→ **REQUIRED ACTION**:
Images don't belong in the copy. Output the rest of the data exactly.

→ **COLLECTED DATA**:
--- START ---

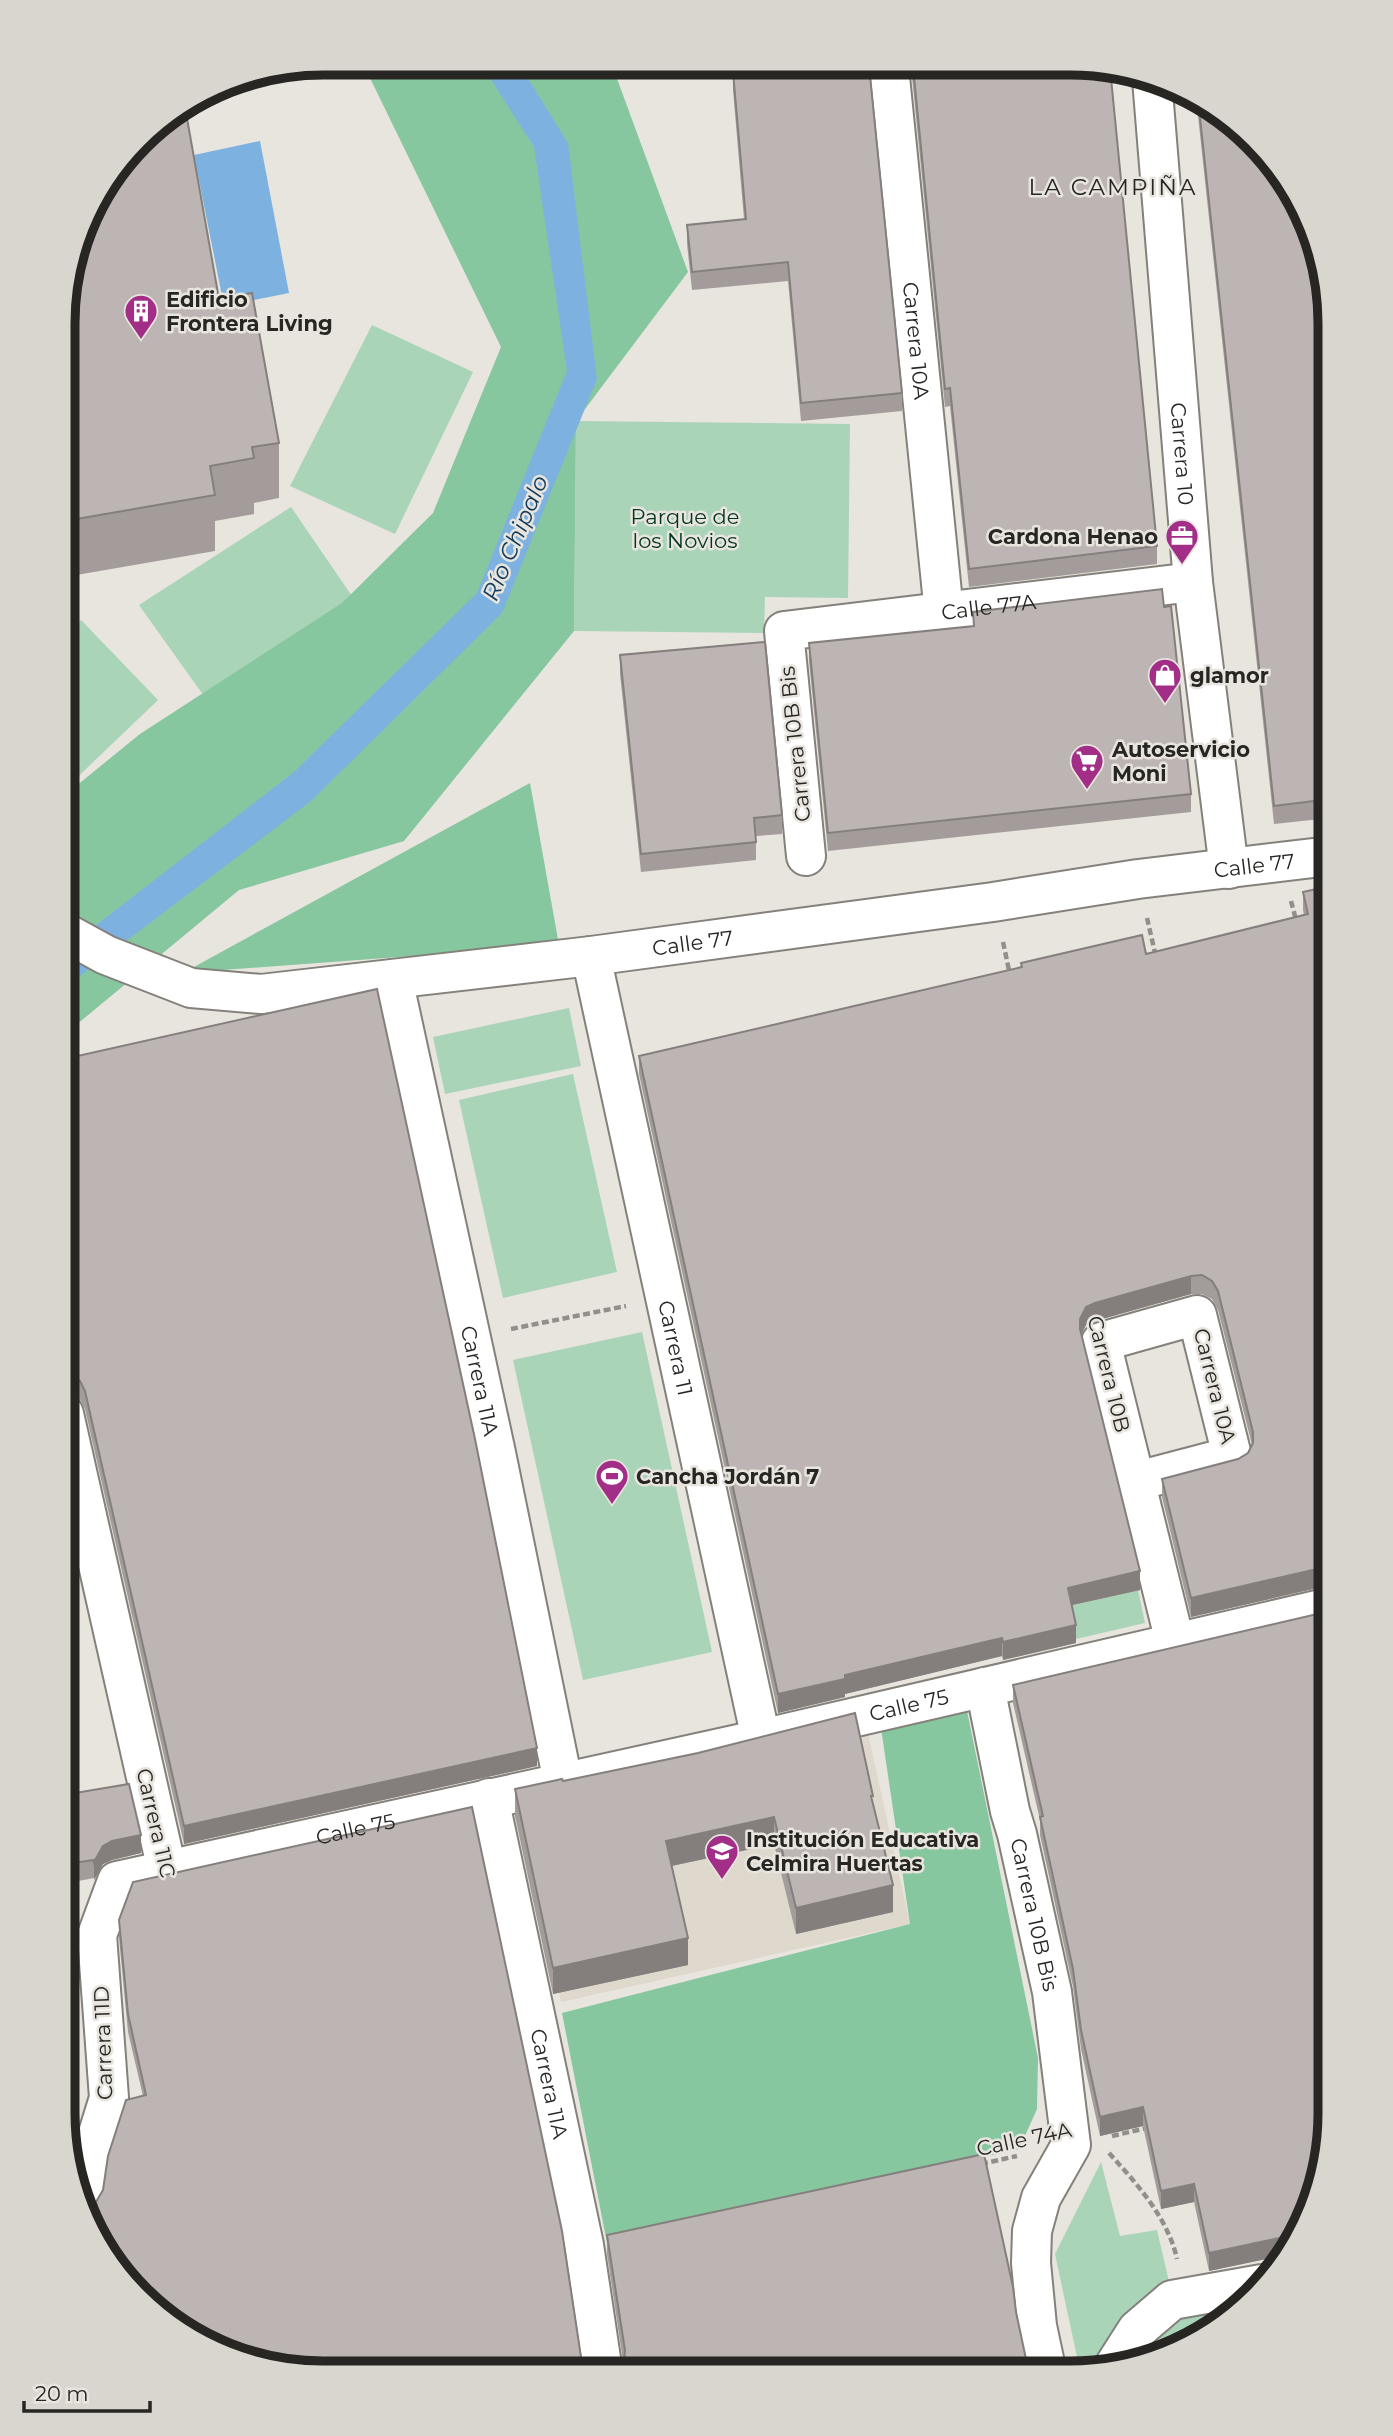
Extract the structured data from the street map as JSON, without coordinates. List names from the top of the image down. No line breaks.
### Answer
{"streets":{"street":["Carrera 10A","Carrera 10","Calle 77A","Carrera 10B Bis","Calle 77","Carrera 11","Carrera 10B","Carrera 11A","Calle 75","Carrera 11C","Carrera 11D"],"path":["Calle 74A"]},"crossings":[["Carrera 10A","Calle 77A"],["Carrera 10A","Carrera 10B"],["Carrera 10","Calle 77A"],["Carrera 10","Calle 77"],["Calle 77A","Carrera 10B Bis"],["Carrera 10B Bis","Calle 75"],["Carrera 10B Bis","Calle 74A"],["Calle 77","Carrera 11"],["Calle 77","Carrera 11A"],["Carrera 11","Calle 75"],["Carrera 10B","Calle 75"],["Carrera 11A","Calle 75"],["Calle 75","Carrera 11C"],["Calle 75","Carrera 11D"]],"districts":["LA CAMPIÑA"],"water":["Río Chipalo"],"parks":["Parque de los Novios"],"places":{"building":["Edificio Frontera Living"],"office":["Cardona Henao"],"shop":["glamor"],"supermarket":["Autoservicio Moni"],"sports":["Cancha Jordán 7"],"school or university":["Institución Educativa Celmira Huertas"]},"scale_bar":"20 m"}
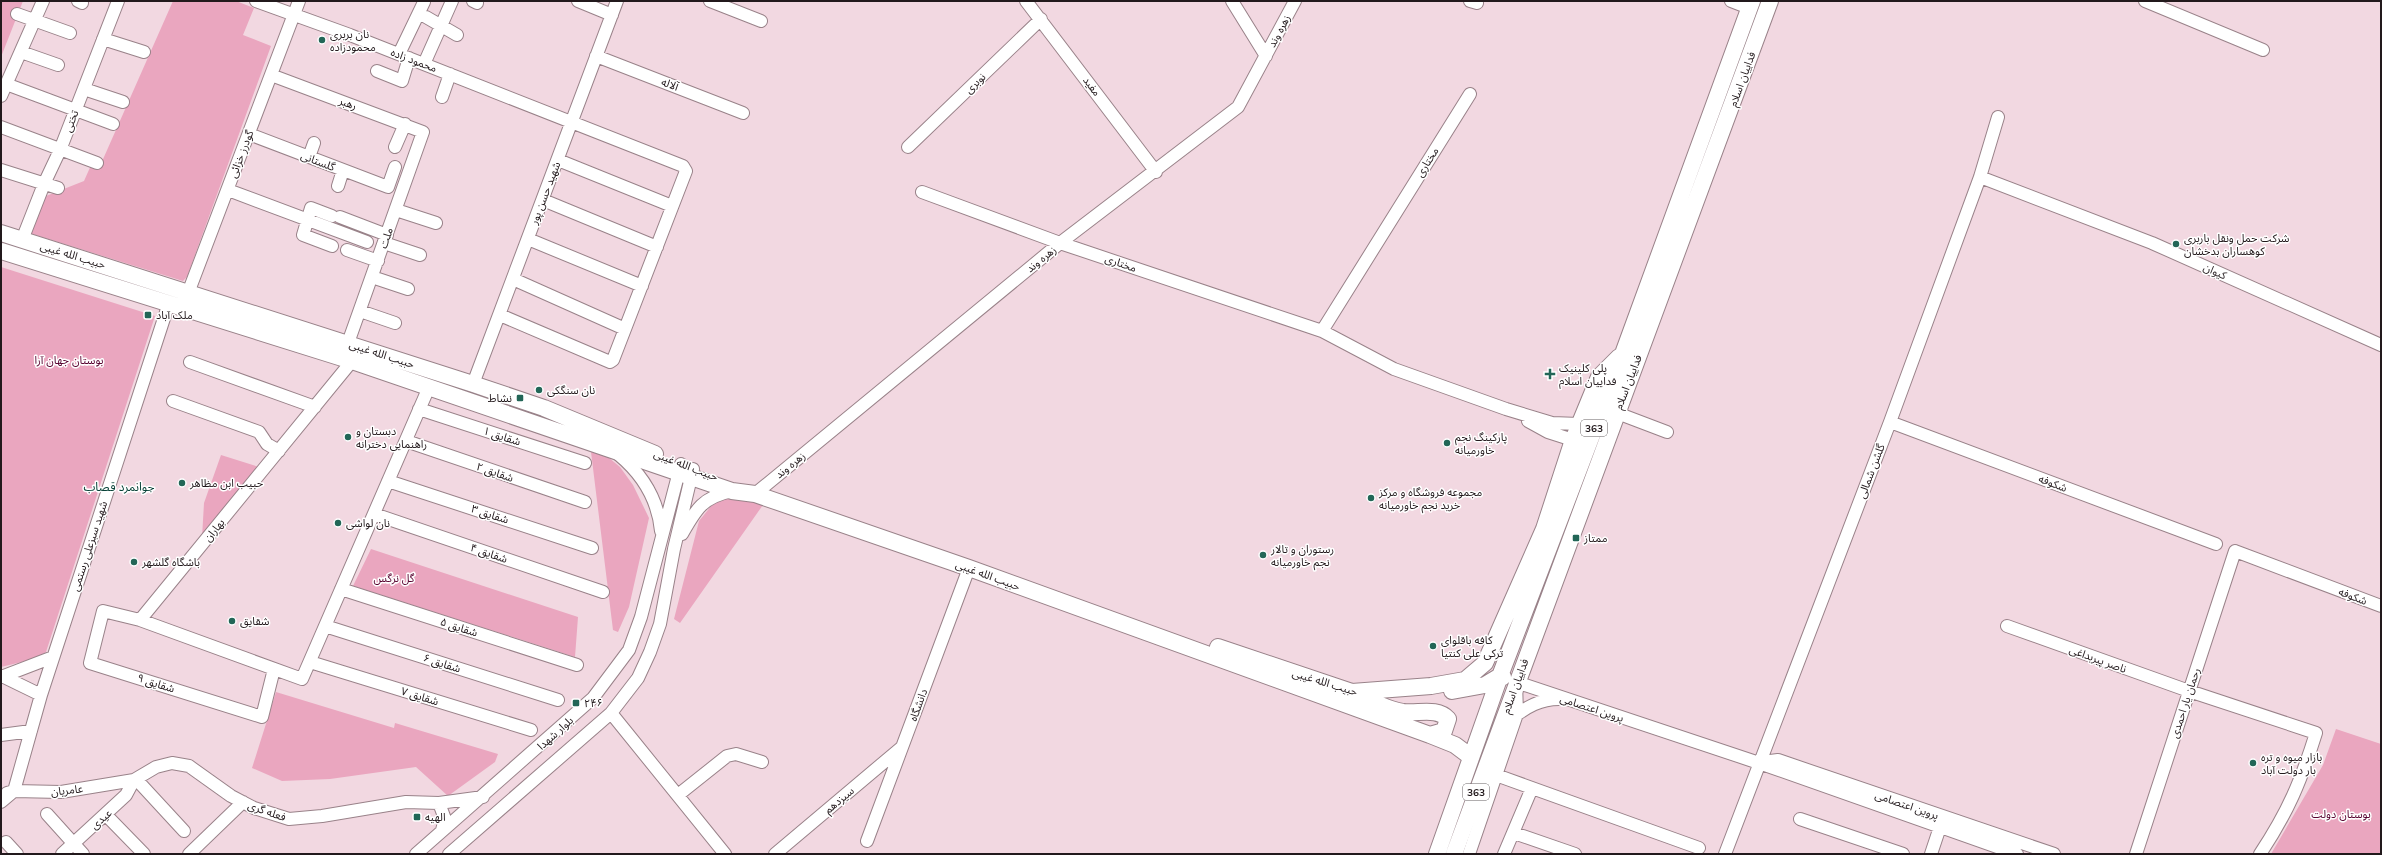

--- END ---

→ **RESULT OF THE EXERCISE**:
Extract the structured data from the street map as JSON, without coordinates. List names from the top of the image down. No line breaks.
### Answer
{"streets":{"street":["Carrera 10A","Carrera 10","Calle 77A","Carrera 10B Bis","Calle 77","Carrera 11","Carrera 10B","Carrera 11A","Calle 75","Carrera 11C","Carrera 11D"],"path":["Calle 74A"]},"crossings":[["Carrera 10A","Calle 77A"],["Carrera 10A","Carrera 10B"],["Carrera 10","Calle 77A"],["Carrera 10","Calle 77"],["Calle 77A","Carrera 10B Bis"],["Carrera 10B Bis","Calle 75"],["Carrera 10B Bis","Calle 74A"],["Calle 77","Carrera 11"],["Calle 77","Carrera 11A"],["Carrera 11","Calle 75"],["Carrera 10B","Calle 75"],["Carrera 11A","Calle 75"],["Calle 75","Carrera 11C"],["Calle 75","Carrera 11D"]],"districts":["LA CAMPIÑA"],"water":["Río Chipalo"],"parks":["Parque de los Novios"],"places":{"building":["Edificio Frontera Living"],"office":["Cardona Henao"],"shop":["glamor"],"supermarket":["Autoservicio Moni"],"sports":["Cancha Jordán 7"],"school or university":["Institución Educativa Celmira Huertas"]},"scale_bar":"20 m"}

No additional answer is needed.